[Opening Provided records section]

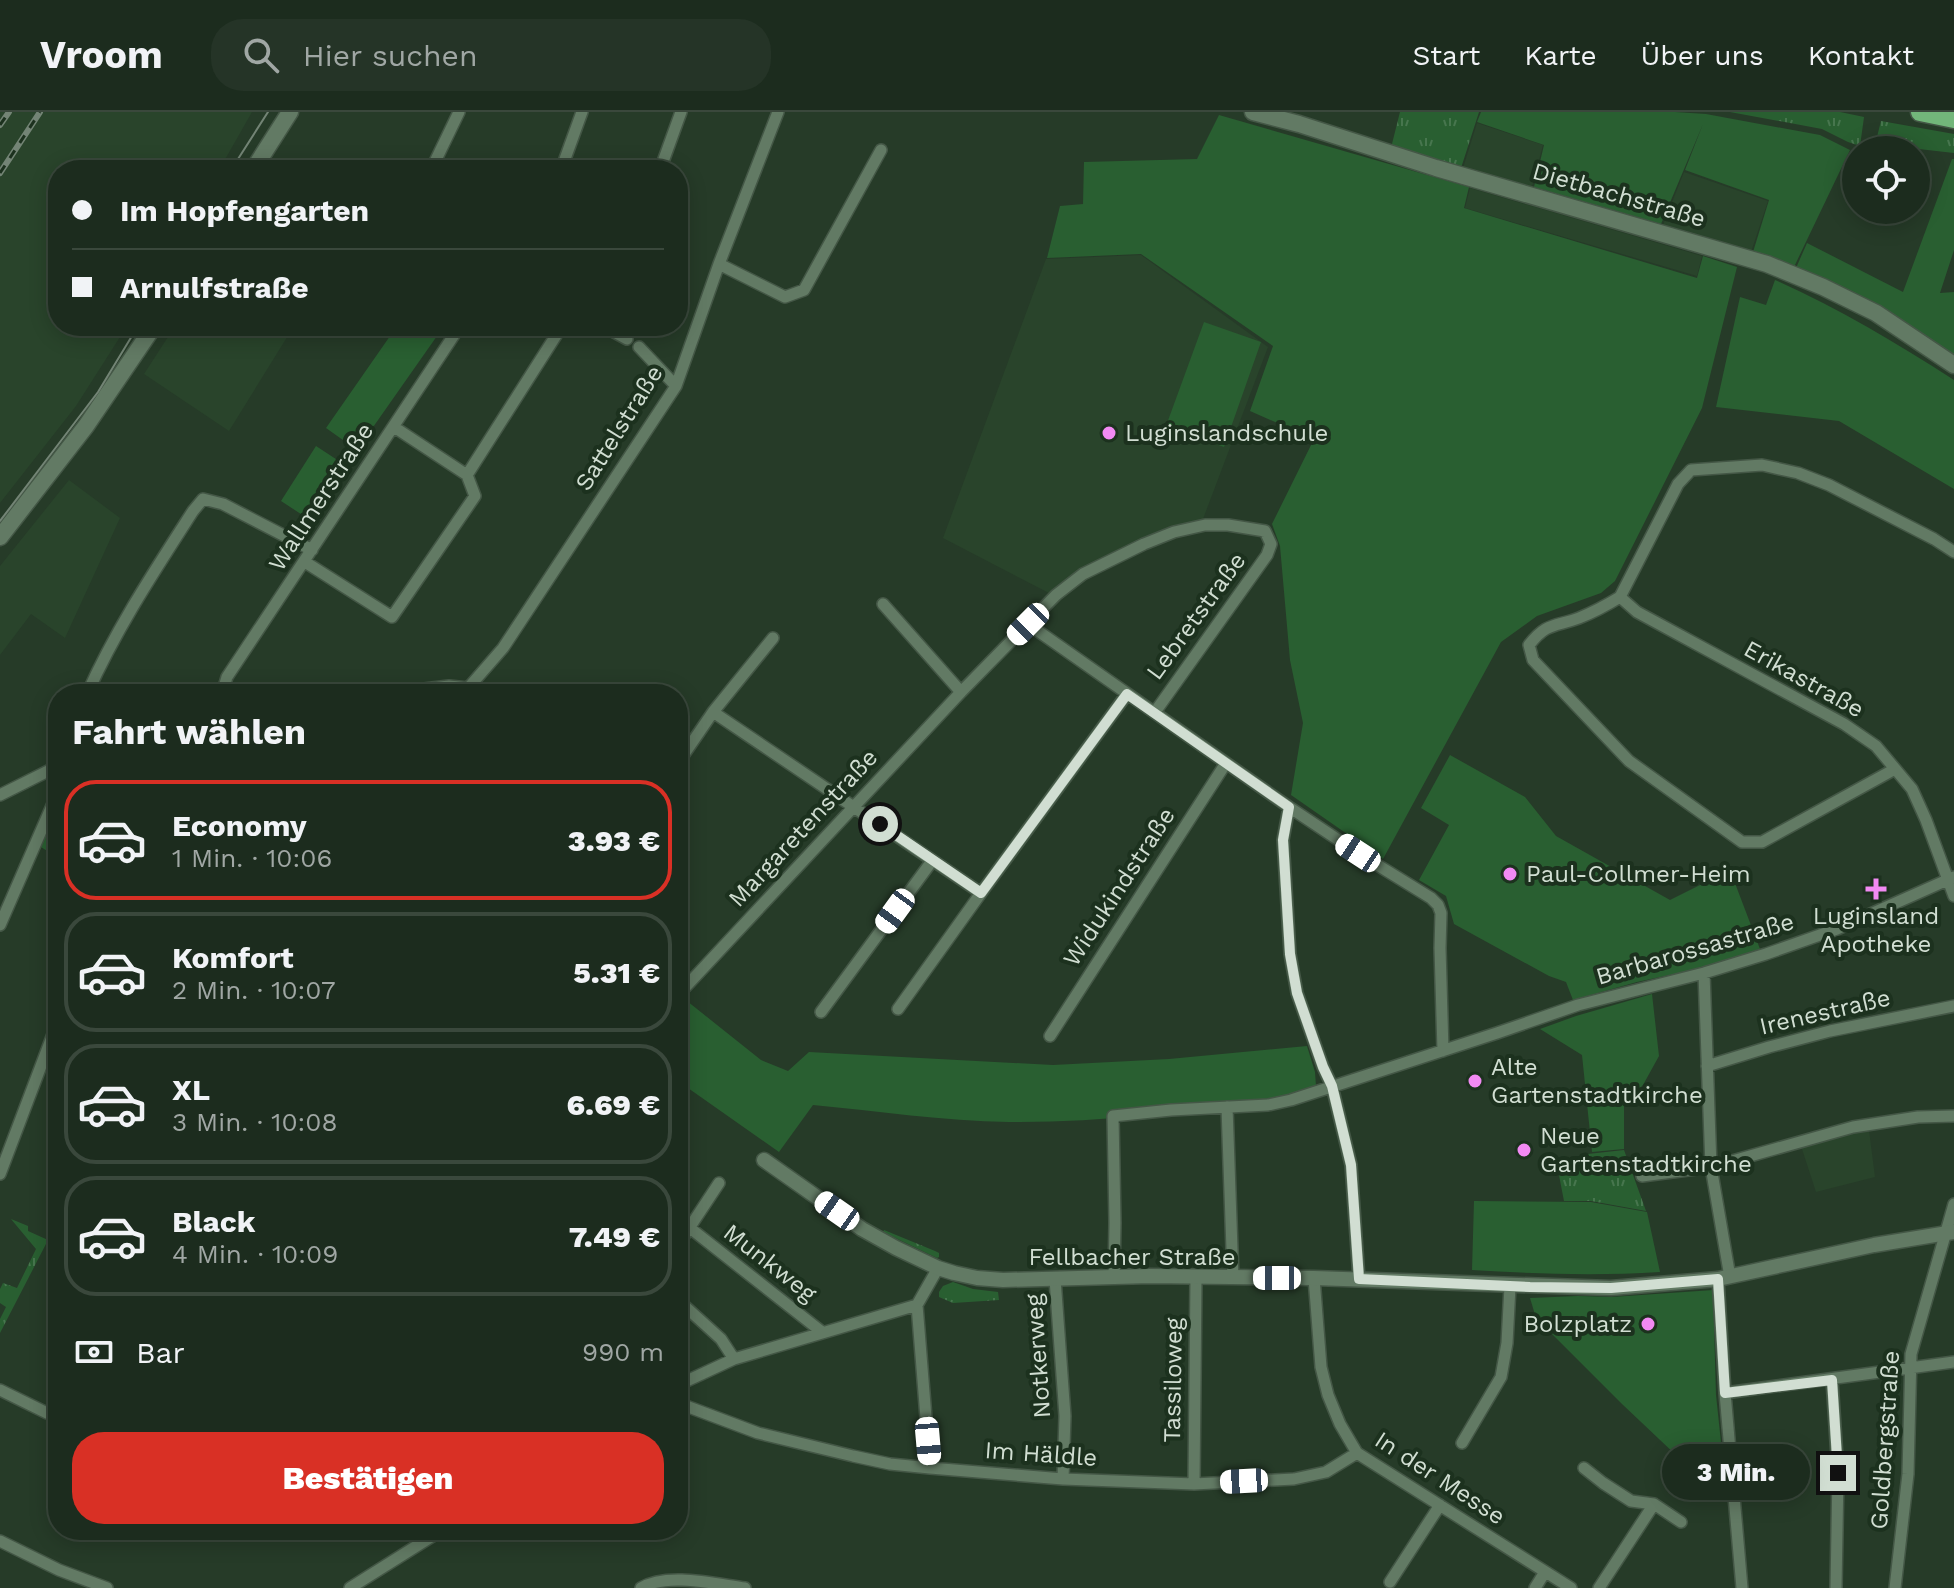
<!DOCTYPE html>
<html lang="de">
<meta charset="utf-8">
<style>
body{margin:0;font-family:"Work Sans",sans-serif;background:#253427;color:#f1f3f6;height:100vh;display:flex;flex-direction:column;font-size:30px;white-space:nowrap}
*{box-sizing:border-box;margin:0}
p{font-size:26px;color:#a0a7a4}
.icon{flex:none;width:44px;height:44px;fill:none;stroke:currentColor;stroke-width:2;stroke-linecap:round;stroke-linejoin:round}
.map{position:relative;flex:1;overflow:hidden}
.side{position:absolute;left:48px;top:572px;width:640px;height:856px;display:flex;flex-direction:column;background:#1c2c1e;border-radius:32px;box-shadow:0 4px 20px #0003,0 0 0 2px #3a483c}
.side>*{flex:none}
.top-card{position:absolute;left:48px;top:48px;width:640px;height:176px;border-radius:32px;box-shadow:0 4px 20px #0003,0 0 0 2px #3a483c;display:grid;align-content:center;height:176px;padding:0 24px;background:#1c2c1e}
.fabs{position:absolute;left:1842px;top:24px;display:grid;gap:16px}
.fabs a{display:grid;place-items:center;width:88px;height:88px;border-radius:50%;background:#1c2c1e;box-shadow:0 4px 20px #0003,0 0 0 2px #3a483c;font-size:40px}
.end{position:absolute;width:36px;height:36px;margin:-18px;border:10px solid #d1ded2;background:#111;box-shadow:0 0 0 4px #111}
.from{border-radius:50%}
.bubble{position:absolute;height:56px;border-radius:28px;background:#1c2c1e;box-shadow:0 4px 20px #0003,0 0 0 2px #3a483c;font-size:26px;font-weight:800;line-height:56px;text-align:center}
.car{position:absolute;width:24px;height:48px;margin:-24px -12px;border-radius:10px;box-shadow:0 0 6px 2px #0007;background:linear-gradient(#fff 24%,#345 0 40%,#fff 0 76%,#345 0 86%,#fff 0)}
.top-card b{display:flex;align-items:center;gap:28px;height:76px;font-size:30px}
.top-card b+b{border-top:2px solid #3a483c}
.top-card i{width:20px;height:20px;background:#f1f3f6}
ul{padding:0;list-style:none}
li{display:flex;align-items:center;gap:24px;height:120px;margin:0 16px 12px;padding:0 8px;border:4px solid #3a483c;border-radius:32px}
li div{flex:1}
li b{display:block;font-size:30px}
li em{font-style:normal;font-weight:800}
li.selected{border-color:#d93025}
li>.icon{width:72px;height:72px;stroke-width:1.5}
h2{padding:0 24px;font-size:36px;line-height:96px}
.pay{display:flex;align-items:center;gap:20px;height:88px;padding:0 24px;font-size:30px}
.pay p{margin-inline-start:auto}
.cta{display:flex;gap:16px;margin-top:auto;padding:16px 24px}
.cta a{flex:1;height:92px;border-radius:32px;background:#d93025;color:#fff;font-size:32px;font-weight:800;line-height:92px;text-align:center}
header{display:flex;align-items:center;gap:48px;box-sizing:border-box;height:112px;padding:0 40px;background:#1c2c1e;border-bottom:2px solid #3a483c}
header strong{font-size:38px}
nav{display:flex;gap:44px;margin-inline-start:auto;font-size:28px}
.search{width:560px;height:72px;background:#253427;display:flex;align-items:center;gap:20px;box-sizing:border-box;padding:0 28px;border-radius:32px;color:#a0a7a4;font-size:30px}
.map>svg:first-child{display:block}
</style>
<header>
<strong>Vroom</strong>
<div class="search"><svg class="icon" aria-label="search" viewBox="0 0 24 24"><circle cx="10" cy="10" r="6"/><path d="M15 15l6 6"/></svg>Hier suchen</div>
<nav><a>Start</a><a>Karte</a><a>Über uns</a><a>Kontakt</a></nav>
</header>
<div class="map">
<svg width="1954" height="1476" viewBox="0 0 1954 1476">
<defs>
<pattern id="grass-tufts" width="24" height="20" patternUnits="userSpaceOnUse" patternTransform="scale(2)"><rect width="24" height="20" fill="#295f31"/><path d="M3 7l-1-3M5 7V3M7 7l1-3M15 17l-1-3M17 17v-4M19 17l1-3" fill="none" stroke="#47764e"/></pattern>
</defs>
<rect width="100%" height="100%" fill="#263b28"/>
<path fill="#29442b" d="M 0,0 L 252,0 L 219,58 L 58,58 L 58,214 L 127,214 L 76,294 L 0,391 Z
M 1477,11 L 1543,33 L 1532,75 L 1463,56 Z
M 1684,60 L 1768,89 L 1751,140 L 1663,113 Z
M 1470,76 L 1702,144 L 1697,164 L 1465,96 Z
M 1141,143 L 1268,235 L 1203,407 L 1172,416 L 1142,427 L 1081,456 L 1049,481 L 943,426 L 1046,147 Z
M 175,214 L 294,214 L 229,319 L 144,262 Z
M 69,368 L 120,406 L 65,526 L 31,502 L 0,543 L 0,454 Z
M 1869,1018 L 1875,1065 L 1816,1080 L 1801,1034 L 1852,1019 Z"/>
<path fill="url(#grass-tufts)" d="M 1400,0 L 1479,0 L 1461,56 L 1391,36 Z
M 1730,0 L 1840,0 L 1864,5 L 1860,34 L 1848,30 L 1822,17 Z
M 1881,9 L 1954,22 L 1954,41 L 1919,37 L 1874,37 Z
M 1624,1038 L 1646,1099 L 1591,1089 L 1564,1089 L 1558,1058 L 1581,1059 L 1588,1042 Z
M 11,1107 L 28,1114 L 28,1119 L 48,1128 L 0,1221 L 0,1207 L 6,1195 L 0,1191 L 0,1177 L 3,1171 L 17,1176 L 36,1137 Z
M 884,1118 L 935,1139 L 939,1141 L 939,1145 L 937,1146 L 883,1120 Z
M 953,1170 L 973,1177 L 998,1180 L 999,1188 L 953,1191 L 939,1185 L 939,1180 L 943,1174 Z"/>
<path fill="#295f31" d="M 1481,0 L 1675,0 L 1706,2 L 1820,23 L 1850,38 L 1794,155 L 1753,140 L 1769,88 L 1685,58 L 1703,12 L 1661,112 L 1534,75 L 1544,33 L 1477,10 Z
M 1219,3 L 1469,75 L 1464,96 L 1697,166 L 1703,144 L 1737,155 L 1702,296 L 1615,469 L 1601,481 L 1537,504 L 1501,530 L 1383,747 L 1291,683 L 1303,611 L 1290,548 L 1280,434 L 1272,412 L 1314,327 L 1250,299 L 1273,234 L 1141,142 L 1047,146 L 1060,94 L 1083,92 L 1084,50 L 1197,47 Z
M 1952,47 L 1954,47 L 1954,138 L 1940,181 L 1954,180 L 1954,247 L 1796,156 L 1807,131 L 1903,180 Z
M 1775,168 C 1838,196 1896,231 1954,268 L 1954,377 L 1839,309 L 1716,295 L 1740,185 L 1766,193 Z
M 1204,210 L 1261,230 L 1224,335 L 1166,314 Z
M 397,214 L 444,214 L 357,338 L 326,316 Z
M 316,334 L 345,353 L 310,408 L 281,389 Z
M 1450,643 L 1525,685 L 1556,724 L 1670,788 L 1730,758 L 1760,837 L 1702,856 L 1637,870 L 1573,888 L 1566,870 L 1549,864 L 1454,812 L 1446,784 L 1419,768 L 1449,713 L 1421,696 Z
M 58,697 L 58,764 L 50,760 L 58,746 L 41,735 Z
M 1652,882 L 1659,944 L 1643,973 L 1624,992 L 1624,1037 L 1592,1040 L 1582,943 L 1540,917 L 1576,904 Z
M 687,889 L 761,948 L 788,959 L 809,940 L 1053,953 L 1169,947 L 1307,934 L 1315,960 L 1316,974 L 1291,988 C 1198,998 1103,1011 1009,1010 C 943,1009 878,999 813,993 L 779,1040 L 678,969 L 678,899 Z
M 1474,1089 L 1591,1090 L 1647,1100 L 1660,1160 C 1597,1164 1535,1162 1472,1158 Z
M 1713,1178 L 1716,1283 L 1724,1359 L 1696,1362 L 1622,1292 L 1536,1206 L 1530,1186 L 1578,1184 L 1612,1185 Z"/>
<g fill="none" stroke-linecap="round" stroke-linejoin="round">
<defs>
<path id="minor" d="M 259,49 L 273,58
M 431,58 L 459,0
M 561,58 L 582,0
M 660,58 L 681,0
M 719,152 L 785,185 L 804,178 L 881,38
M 603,214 L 627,227
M 639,235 L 676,274
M 394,315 L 467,363
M 305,450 L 392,505 L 475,384 L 467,363 L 562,214
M 1620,485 C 1607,493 1594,500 1579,506 C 1555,515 1547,510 1529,533 L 1533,548 L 1629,649 L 1742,730 L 1762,730 L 1895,657
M 1620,485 L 1637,500 L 1844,612 L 1876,634 L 1912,677 L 1926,708 L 1954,784
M 1620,485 L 1678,372 L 1691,358 L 1762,353 L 1798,361 L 1829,373 L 1934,427 L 1954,440
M 883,492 L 961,580
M 1028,512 L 1289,695 L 1358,741 L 1431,786 L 1438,793 L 1441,801 L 1440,836 L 1443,939
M 87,582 C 116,517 155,458 193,399 L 203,387 L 223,392 L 312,438
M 222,582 L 227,565 L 460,214
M 383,582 L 449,574 L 468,576
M 463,582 L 503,536 L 676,274 L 719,152 L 778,0
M 713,600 L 981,781
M 678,651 L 713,600 L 773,526
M 0,683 L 58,654
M 1289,695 L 1283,728 L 1290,842 L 1297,881 L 1323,955 L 1332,974 L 1351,1053 L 1359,1167
M 0,813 L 58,680
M 1704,861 L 1711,1055 L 1730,1165
M 678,883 L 961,580 L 1056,483 L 1083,462 L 1144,432 L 1174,420 L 1205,413 L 1228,413 L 1265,419 L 1271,432 L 1267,443 L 1155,600
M 898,897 L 981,781 L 1127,582
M 821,900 L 932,749
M 1050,924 L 1226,651
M 1707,954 L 1769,935 L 1830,919 L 1954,894
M 1227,995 L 1233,1166
M 0,1062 L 58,909
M 1642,1064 L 1711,1055 L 1853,1015 L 1918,1005 L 1954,1004
M 690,1116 L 822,1220
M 678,1133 L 719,1071
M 1114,1164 L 1115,1111 L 1113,1004 L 1171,998 L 1268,993 L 1291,988 L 1497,921 L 1578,893 L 1704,861 L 1766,842 L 1837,817 L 1954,765
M 1314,1166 L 1321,1255 L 1328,1283 L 1340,1312 L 1357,1341 L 1571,1476
M 1055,1167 L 1065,1304 L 1063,1367
M 1718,1167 L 1725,1281 L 1742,1476
M 678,1188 L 721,1227 L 734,1247
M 917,1193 L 930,1356
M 1832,1268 L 1838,1361 L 1836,1476
M 678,1273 L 734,1247 L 917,1193 L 938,1156
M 0,1278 L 47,1301
M 1725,1281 L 1954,1250
M 678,1291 L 758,1321 L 853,1344 L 890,1352 L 930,1356 L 1063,1367 L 1194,1372 L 1294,1367 L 1326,1360 L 1357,1341
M 1462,1331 L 1501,1265 L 1507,1231 L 1510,1174
M 1584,1356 L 1603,1371 L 1631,1389 L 1654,1392 L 1599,1476
M 1194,1372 L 1196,1165
M 1654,1392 L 1681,1410
M 0,1429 L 59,1458 L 107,1476
M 1390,1470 L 1440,1393
M 350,1476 L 442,1418
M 641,1476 C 667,1460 715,1472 745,1476
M 1535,1476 L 1545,1460
M 1895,1476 L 1908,1362 L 1911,1242 L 1954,1092"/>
<path id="tertiary" d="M 764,1048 L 862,1117 L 896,1136 L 938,1156 L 954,1161 L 977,1166 L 1003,1168 L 1150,1164 L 1314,1166 L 1611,1176 L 1718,1167 L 1874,1133 L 1954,1120"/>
<path id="secondary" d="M 1253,0 L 1299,12 L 1436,56 L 1767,152 L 1823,175 L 1876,201 L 1954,253
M 253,58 L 290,0
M 0,425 L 86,314 L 154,214"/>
<path id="trunk" d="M 1920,0 L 1954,7"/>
</defs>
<use href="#minor" stroke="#445746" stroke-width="14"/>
<use href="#tertiary" stroke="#445746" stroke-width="17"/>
<use href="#secondary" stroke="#445746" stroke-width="19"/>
<use href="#trunk" stroke="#445746" stroke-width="21"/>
<use href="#minor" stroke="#627a64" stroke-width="11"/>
<use href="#tertiary" stroke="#627a64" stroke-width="14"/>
<use href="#secondary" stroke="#627a64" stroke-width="16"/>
<use href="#trunk" stroke="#72b67a" stroke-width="18"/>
<path stroke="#738475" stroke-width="2" d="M 231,58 L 268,0
M 0,409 L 98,280 L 138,214"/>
<defs>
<path id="rail" d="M 0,13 L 9,0
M 0,61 L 40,0"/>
</defs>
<use href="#rail" stroke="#738475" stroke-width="6"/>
<use href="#rail" stroke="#1c311e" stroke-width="3" stroke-dasharray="9" stroke-linecap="butt"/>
</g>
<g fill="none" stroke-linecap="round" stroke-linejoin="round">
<path stroke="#d1ded2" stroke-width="10" d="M 880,712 L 981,781 L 1127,582 L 1289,695 L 1283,728 L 1290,842 L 1297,881 L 1323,955 L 1332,974 L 1351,1053 L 1359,1167 L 1530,1175 L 1611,1176 L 1718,1167 L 1725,1281 L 1832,1268 L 1838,1361"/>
</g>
<g fill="#f28af3" stroke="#1c311e" stroke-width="3">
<circle cx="1109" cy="321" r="8"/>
<circle cx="1510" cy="762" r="8"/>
<path d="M1872 765h8v8h8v8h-8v8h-8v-8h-8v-8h8z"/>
<circle cx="1475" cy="969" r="8"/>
<circle cx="1524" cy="1038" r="8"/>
<circle cx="1648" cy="1212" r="8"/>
</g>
<g text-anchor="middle" stroke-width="8" stroke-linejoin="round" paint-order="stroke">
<g font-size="24" fill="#d1ded2" stroke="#1c311e">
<text transform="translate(1619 83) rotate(16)" y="8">Dietbachstraße</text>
<text transform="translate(619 316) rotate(-58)" y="8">Sattelstraße</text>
<text transform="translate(321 385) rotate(-57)" y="8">Wallmerstraße</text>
<text transform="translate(1196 504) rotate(-54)" y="8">Lebretstraße</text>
<text transform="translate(1804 567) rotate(29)" y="8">Erikastraße</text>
<text transform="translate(803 716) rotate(-47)" y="8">Margaretenstraße</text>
<text transform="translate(1119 775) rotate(-57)" y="8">Widukindstraße</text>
<text transform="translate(1695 837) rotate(-16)" y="8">Barbarossastraße</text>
<text transform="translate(1825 900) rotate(-13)" y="8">Irenestraße</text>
<text x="1132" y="1153">Fellbacher Straße</text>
<text transform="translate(770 1151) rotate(38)" y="8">Munkweg</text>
<text transform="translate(1038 1244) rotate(-94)" y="8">Notkerweg</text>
<text transform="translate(1173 1268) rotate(-89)" y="8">Tassiloweg</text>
<text transform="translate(1885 1328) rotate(-86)" y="8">Goldbergstraße</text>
<text transform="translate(1041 1342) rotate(4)" y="8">Im Häldle</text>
<text transform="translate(1440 1366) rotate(33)" y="8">In der Messe</text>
</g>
<g font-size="24" fill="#d1ded2" stroke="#1c311e" text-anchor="start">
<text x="1125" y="329">Luginslandschule</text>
<text x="1526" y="770">Paul-Collmer-Heim</text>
<text x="1876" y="812" text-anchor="middle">Luginsland<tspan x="1876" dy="28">Apotheke</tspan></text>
<text x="1491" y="963">Alte<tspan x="1491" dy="28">Gartenstadtkirche</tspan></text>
<text x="1540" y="1032">Neue<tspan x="1540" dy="28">Gartenstadtkirche</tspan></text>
<text x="1632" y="1220" text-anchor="end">Bolzplatz</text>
</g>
</g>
</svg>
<div class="fabs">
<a><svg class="icon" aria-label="locate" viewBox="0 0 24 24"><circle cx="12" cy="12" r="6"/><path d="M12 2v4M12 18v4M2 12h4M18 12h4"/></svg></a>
</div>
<i class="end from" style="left:880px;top:712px"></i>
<i class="end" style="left:1838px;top:1361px"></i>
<div class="bubble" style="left:1662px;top:1332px;width:148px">3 Min.</div>
<i class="car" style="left:1028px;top:512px;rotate:225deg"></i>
<i class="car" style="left:1358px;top:741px;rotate:303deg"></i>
<i class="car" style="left:895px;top:799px;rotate:216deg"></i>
<i class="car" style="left:837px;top:1099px;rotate:305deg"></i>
<i class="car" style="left:1277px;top:1166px;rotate:270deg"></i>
<i class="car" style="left:928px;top:1329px;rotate:175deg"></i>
<i class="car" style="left:1244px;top:1369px;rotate:267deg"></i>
<div class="top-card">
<b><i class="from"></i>Im Hopfengarten</b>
<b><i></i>Arnulfstraße</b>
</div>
<section class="side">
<h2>Fahrt wählen</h2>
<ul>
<li class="selected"><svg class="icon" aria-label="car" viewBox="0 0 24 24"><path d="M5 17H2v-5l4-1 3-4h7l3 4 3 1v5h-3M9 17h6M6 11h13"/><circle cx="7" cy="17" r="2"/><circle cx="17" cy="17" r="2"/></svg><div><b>Economy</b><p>1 Min. · 10:06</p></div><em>3.93 €</em></li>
<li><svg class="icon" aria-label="car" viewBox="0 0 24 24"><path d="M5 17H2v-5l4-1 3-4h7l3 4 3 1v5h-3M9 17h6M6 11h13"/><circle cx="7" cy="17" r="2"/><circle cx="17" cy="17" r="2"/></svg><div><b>Komfort</b><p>2 Min. · 10:07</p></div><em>5.31 €</em></li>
<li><svg class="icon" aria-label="car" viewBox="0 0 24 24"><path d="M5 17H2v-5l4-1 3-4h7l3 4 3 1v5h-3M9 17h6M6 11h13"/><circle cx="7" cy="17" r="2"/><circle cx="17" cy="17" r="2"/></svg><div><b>XL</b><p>3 Min. · 10:08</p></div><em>6.69 €</em></li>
<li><svg class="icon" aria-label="car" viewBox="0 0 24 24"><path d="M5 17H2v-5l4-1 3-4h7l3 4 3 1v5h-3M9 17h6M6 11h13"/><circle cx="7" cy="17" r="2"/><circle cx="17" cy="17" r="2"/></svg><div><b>Black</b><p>4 Min. · 10:09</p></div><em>7.49 €</em></li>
</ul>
<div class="pay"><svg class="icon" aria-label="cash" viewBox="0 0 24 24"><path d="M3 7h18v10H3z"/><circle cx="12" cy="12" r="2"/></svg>Bar<p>990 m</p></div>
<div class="cta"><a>Bestätigen</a></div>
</section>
</div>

[Closing Provided records section]

» Your task:
In the entries above, restate word for word the lines between the one holding "M 58,697 L 58,764" and the one holding "M 0,813 L 58,680", inclusive, and nothing besides.

» Solution below:
M 58,697 L 58,764 L 50,760 L 58,746 L 41,735 Z
M 1652,882 L 1659,944 L 1643,973 L 1624,992 L 1624,1037 L 1592,1040 L 1582,943 L 1540,917 L 1576,904 Z
M 687,889 L 761,948 L 788,959 L 809,940 L 1053,953 L 1169,947 L 1307,934 L 1315,960 L 1316,974 L 1291,988 C 1198,998 1103,1011 1009,1010 C 943,1009 878,999 813,993 L 779,1040 L 678,969 L 678,899 Z
M 1474,1089 L 1591,1090 L 1647,1100 L 1660,1160 C 1597,1164 1535,1162 1472,1158 Z
M 1713,1178 L 1716,1283 L 1724,1359 L 1696,1362 L 1622,1292 L 1536,1206 L 1530,1186 L 1578,1184 L 1612,1185 Z"/>
<g fill="none" stroke-linecap="round" stroke-linejoin="round">
<defs>
<path id="minor" d="M 259,49 L 273,58
M 431,58 L 459,0
M 561,58 L 582,0
M 660,58 L 681,0
M 719,152 L 785,185 L 804,178 L 881,38
M 603,214 L 627,227
M 639,235 L 676,274
M 394,315 L 467,363
M 305,450 L 392,505 L 475,384 L 467,363 L 562,214
M 1620,485 C 1607,493 1594,500 1579,506 C 1555,515 1547,510 1529,533 L 1533,548 L 1629,649 L 1742,730 L 1762,730 L 1895,657
M 1620,485 L 1637,500 L 1844,612 L 1876,634 L 1912,677 L 1926,708 L 1954,784
M 1620,485 L 1678,372 L 1691,358 L 1762,353 L 1798,361 L 1829,373 L 1934,427 L 1954,440
M 883,492 L 961,580
M 1028,512 L 1289,695 L 1358,741 L 1431,786 L 1438,793 L 1441,801 L 1440,836 L 1443,939
M 87,582 C 116,517 155,458 193,399 L 203,387 L 223,392 L 312,438
M 222,582 L 227,565 L 460,214
M 383,582 L 449,574 L 468,576
M 463,582 L 503,536 L 676,274 L 719,152 L 778,0
M 713,600 L 981,781
M 678,651 L 713,600 L 773,526
M 0,683 L 58,654
M 1289,695 L 1283,728 L 1290,842 L 1297,881 L 1323,955 L 1332,974 L 1351,1053 L 1359,1167
M 0,813 L 58,680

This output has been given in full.